───── ENTRIES PROVIDED ─────

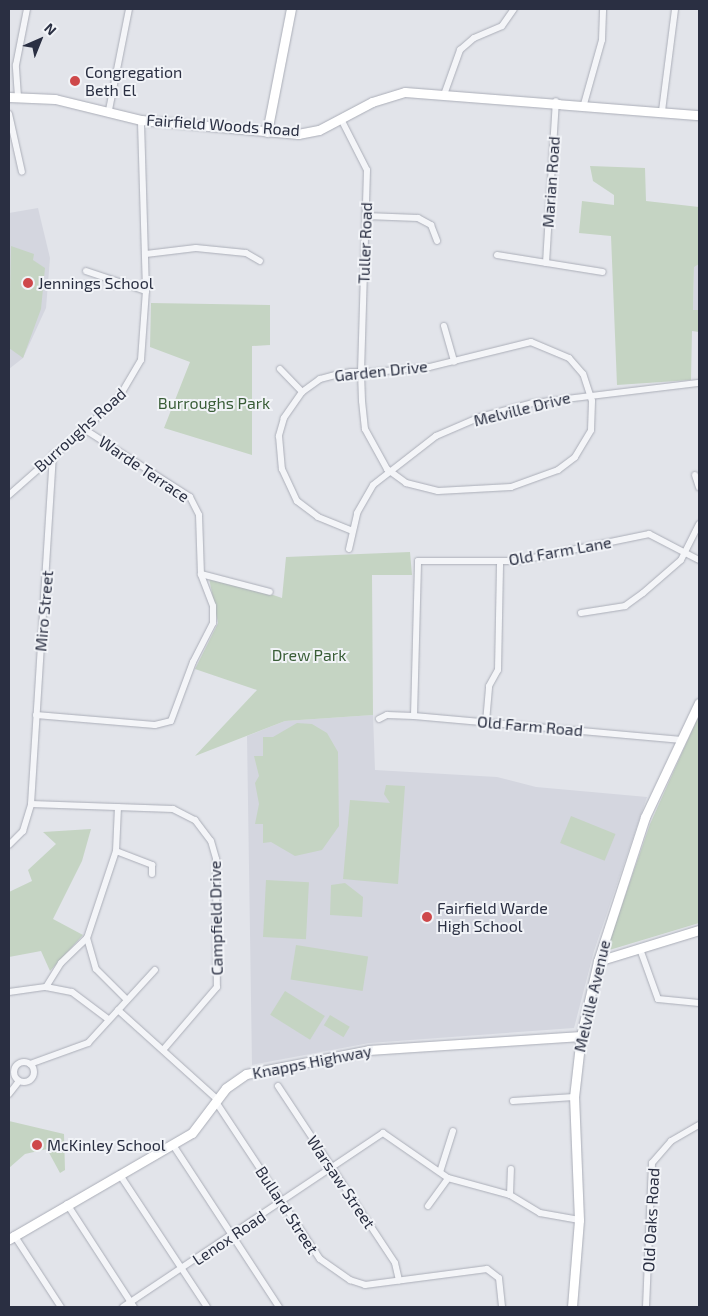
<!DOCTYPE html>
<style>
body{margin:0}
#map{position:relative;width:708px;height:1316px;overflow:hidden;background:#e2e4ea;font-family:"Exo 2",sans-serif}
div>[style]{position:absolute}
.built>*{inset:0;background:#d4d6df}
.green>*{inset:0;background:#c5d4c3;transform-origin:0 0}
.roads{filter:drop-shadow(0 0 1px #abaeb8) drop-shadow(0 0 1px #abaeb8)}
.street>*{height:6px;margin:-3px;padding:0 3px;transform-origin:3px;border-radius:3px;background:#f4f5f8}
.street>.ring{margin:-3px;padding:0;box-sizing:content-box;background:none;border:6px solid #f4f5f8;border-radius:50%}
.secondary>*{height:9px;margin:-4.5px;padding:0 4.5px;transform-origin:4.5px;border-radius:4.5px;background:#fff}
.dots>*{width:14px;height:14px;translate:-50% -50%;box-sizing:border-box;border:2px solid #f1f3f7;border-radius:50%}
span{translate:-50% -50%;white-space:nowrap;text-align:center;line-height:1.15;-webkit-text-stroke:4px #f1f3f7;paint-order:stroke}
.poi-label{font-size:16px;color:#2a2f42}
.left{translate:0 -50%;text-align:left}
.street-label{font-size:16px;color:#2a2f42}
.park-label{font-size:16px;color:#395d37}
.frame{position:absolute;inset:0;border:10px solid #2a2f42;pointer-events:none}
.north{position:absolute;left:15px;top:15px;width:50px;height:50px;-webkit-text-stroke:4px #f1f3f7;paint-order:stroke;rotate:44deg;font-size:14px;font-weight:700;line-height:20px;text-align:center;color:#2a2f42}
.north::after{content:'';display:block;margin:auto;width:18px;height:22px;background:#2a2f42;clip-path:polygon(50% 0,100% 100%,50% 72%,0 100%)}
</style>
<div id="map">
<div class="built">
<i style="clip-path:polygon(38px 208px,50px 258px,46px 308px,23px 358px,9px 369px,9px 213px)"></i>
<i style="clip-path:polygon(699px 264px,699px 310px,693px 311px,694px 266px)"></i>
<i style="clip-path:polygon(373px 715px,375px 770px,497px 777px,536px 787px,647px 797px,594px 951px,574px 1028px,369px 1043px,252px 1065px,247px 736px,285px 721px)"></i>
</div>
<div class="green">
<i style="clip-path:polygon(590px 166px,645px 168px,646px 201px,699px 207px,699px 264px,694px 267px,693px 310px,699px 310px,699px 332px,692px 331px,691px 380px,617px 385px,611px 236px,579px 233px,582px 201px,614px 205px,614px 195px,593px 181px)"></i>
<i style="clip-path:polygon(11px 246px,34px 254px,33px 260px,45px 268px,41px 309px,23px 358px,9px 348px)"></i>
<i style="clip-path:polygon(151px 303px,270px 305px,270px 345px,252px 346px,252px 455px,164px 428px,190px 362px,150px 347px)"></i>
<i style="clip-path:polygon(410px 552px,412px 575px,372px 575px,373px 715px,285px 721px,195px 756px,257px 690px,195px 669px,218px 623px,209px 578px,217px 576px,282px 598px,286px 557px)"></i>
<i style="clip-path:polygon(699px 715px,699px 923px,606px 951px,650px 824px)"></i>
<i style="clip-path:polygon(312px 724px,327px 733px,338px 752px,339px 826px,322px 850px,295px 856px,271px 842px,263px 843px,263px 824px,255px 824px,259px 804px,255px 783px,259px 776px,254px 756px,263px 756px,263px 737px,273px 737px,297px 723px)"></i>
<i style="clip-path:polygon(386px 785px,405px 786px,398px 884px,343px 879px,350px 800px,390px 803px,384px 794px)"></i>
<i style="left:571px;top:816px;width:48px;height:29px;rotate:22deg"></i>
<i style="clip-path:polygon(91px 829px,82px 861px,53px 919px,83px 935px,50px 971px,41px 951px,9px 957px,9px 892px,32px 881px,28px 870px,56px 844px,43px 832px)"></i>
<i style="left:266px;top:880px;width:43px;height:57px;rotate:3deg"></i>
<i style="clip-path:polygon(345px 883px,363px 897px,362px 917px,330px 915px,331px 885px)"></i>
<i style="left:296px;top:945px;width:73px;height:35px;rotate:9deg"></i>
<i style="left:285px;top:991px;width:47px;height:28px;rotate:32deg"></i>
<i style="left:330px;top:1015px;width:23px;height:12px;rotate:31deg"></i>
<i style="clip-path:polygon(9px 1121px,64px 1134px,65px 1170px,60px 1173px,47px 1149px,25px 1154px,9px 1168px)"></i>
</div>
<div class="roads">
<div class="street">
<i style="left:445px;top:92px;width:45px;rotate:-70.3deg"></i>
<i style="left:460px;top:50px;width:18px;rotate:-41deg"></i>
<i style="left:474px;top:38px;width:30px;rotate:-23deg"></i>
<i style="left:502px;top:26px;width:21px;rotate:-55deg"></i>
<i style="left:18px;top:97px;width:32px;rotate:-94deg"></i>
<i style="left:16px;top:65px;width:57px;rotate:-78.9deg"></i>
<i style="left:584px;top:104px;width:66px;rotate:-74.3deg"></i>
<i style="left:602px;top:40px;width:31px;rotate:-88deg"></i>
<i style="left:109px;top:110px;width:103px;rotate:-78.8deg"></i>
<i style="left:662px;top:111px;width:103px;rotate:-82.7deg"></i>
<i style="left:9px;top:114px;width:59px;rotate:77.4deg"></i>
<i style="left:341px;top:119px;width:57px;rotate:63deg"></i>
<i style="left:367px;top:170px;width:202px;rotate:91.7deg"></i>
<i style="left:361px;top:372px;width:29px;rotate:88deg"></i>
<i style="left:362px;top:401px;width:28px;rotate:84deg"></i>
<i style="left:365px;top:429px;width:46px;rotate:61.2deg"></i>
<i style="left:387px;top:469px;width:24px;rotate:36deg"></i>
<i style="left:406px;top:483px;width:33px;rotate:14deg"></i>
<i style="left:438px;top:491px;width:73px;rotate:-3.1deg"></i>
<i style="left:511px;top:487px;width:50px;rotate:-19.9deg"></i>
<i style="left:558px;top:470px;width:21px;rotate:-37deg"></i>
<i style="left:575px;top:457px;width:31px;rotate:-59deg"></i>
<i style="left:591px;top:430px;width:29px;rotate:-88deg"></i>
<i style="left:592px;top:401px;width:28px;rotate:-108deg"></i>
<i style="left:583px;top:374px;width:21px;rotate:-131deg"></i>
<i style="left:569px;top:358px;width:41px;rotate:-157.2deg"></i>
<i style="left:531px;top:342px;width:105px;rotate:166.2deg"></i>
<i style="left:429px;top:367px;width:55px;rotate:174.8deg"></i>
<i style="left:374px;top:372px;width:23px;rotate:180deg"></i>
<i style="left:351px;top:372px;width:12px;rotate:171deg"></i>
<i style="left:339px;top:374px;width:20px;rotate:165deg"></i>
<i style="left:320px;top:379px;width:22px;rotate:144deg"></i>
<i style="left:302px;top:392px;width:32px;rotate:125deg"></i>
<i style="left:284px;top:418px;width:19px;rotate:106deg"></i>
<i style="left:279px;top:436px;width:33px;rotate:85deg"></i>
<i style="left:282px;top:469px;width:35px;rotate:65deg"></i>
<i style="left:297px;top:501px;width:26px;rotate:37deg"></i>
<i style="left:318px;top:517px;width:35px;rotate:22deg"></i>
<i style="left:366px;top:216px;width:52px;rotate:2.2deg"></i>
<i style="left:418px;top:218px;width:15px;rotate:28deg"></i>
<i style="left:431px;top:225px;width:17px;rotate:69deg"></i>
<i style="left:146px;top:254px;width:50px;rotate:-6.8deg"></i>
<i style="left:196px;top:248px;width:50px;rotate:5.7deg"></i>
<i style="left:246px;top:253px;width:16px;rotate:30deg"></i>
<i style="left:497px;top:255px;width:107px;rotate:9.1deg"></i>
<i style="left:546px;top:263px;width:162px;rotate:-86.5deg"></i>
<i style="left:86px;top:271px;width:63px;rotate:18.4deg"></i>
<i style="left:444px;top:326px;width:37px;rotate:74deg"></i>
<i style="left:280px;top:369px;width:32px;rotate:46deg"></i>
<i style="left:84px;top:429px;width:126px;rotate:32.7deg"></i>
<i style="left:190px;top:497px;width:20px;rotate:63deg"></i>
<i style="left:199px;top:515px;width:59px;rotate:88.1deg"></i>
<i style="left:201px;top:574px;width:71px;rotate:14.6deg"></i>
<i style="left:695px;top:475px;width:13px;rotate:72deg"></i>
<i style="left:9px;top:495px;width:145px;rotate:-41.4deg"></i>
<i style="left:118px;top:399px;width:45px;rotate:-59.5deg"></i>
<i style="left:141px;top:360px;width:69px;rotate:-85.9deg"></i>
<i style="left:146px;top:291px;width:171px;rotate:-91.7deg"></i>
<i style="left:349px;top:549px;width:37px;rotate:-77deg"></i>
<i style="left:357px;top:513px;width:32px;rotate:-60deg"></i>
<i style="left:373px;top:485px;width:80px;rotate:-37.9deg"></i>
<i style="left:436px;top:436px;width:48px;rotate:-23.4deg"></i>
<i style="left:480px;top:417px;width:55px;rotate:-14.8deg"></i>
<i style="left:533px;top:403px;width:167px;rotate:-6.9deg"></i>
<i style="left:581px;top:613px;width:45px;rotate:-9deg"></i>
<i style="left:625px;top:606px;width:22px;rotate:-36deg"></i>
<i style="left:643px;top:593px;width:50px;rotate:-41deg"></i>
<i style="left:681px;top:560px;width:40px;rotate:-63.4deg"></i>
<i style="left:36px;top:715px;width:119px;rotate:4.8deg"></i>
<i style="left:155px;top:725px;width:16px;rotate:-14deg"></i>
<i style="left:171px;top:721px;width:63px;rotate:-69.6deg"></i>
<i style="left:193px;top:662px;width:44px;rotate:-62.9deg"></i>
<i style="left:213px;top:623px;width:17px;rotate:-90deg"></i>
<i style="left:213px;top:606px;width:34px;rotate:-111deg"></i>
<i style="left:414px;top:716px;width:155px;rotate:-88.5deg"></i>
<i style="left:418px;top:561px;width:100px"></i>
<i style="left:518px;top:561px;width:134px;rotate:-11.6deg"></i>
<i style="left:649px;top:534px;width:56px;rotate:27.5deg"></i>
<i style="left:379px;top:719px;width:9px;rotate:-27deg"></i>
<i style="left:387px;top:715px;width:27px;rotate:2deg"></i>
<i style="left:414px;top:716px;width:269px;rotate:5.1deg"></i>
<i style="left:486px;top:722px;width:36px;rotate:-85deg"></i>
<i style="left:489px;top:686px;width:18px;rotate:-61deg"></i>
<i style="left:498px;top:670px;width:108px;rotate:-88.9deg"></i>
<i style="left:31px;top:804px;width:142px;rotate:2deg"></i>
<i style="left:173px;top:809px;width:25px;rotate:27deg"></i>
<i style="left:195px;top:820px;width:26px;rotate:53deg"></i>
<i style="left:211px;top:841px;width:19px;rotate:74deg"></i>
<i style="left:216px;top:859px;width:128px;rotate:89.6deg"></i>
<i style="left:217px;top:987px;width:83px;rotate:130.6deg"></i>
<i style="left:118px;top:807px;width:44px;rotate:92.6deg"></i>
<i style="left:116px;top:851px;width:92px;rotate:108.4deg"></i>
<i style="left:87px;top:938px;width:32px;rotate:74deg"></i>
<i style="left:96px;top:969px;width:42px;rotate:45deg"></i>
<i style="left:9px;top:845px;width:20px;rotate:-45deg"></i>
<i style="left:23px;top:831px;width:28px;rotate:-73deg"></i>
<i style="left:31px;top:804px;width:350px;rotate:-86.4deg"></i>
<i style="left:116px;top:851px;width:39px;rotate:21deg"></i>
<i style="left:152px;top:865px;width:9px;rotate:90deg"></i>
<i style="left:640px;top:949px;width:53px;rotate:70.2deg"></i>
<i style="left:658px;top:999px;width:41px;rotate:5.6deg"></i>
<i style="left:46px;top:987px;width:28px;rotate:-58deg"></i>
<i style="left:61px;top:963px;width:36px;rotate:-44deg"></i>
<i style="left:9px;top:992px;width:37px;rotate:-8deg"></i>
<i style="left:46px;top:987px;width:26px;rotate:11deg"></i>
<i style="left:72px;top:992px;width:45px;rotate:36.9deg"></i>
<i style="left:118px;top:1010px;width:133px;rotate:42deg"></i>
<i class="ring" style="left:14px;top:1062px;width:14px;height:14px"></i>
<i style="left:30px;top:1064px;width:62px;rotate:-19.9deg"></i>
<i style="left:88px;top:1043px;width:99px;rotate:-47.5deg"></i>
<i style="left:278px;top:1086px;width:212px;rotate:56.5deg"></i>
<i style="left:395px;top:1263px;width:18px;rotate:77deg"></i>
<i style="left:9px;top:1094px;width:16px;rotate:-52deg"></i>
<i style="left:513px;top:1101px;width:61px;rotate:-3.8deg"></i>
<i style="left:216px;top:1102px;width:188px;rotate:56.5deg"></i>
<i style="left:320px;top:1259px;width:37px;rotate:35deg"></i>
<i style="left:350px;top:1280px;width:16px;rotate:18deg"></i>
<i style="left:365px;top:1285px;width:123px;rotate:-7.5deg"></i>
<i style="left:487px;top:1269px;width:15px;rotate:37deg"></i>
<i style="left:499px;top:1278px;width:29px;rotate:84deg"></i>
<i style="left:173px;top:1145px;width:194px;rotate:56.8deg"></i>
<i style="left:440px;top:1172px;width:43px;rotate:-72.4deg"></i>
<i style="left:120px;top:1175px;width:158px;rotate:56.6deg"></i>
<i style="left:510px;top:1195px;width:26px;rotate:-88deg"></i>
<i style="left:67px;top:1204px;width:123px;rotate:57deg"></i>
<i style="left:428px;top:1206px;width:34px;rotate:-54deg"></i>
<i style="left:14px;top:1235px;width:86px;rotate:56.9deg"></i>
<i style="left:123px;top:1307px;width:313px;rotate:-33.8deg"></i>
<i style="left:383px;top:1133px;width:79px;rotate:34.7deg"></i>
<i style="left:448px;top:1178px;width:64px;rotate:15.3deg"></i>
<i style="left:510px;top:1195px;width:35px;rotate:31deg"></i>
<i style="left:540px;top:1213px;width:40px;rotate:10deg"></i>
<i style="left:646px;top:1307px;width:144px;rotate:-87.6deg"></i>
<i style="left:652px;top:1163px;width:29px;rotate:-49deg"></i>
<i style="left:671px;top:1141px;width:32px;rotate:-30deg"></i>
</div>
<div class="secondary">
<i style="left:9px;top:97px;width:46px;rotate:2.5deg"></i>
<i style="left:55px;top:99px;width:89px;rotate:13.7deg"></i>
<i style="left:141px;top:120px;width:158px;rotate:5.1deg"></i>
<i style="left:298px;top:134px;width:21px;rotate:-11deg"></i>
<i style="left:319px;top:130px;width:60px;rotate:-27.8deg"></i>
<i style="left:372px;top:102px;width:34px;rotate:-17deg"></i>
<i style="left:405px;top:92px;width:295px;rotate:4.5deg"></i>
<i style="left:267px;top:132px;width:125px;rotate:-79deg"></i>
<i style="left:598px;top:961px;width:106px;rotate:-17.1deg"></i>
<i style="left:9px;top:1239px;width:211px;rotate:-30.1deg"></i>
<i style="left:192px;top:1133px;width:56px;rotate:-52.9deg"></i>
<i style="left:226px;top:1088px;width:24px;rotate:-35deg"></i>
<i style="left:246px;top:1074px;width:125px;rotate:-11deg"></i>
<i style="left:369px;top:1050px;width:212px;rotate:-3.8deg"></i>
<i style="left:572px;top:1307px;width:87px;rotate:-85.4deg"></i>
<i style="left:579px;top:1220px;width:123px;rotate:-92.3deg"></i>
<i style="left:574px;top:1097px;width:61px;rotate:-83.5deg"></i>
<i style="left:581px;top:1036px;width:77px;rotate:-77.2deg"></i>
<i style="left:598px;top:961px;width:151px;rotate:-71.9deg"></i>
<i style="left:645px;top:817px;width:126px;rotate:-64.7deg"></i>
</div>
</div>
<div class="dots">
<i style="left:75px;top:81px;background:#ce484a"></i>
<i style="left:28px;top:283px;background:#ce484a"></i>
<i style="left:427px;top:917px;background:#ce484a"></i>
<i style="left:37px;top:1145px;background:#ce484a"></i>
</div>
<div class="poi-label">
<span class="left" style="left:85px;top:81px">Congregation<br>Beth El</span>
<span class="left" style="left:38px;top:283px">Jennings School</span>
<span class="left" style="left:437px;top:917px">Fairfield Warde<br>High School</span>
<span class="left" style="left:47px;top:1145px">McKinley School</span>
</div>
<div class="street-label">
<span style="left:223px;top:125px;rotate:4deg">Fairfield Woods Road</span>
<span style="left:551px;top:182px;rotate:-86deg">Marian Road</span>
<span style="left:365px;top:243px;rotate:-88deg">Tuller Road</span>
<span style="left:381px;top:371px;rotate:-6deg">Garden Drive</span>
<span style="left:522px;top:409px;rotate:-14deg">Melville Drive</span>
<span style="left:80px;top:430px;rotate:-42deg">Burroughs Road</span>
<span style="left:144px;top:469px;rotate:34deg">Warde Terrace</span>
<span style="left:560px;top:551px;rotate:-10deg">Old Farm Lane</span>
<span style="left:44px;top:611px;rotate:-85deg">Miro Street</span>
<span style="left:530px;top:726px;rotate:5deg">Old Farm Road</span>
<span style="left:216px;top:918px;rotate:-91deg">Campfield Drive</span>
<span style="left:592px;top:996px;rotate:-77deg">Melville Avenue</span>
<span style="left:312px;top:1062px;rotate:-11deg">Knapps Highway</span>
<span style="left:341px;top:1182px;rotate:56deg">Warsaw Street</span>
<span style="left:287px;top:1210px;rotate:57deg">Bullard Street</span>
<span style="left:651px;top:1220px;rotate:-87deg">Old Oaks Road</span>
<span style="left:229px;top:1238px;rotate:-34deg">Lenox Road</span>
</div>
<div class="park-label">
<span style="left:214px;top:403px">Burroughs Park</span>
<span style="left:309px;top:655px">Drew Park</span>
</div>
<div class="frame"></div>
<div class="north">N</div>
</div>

─────

#### TASK INSTRUCTIONS
Check each line of the data above for the word "roads" and state how many lines contain it, with no other text.

#### EXERCISE OUTPUT
2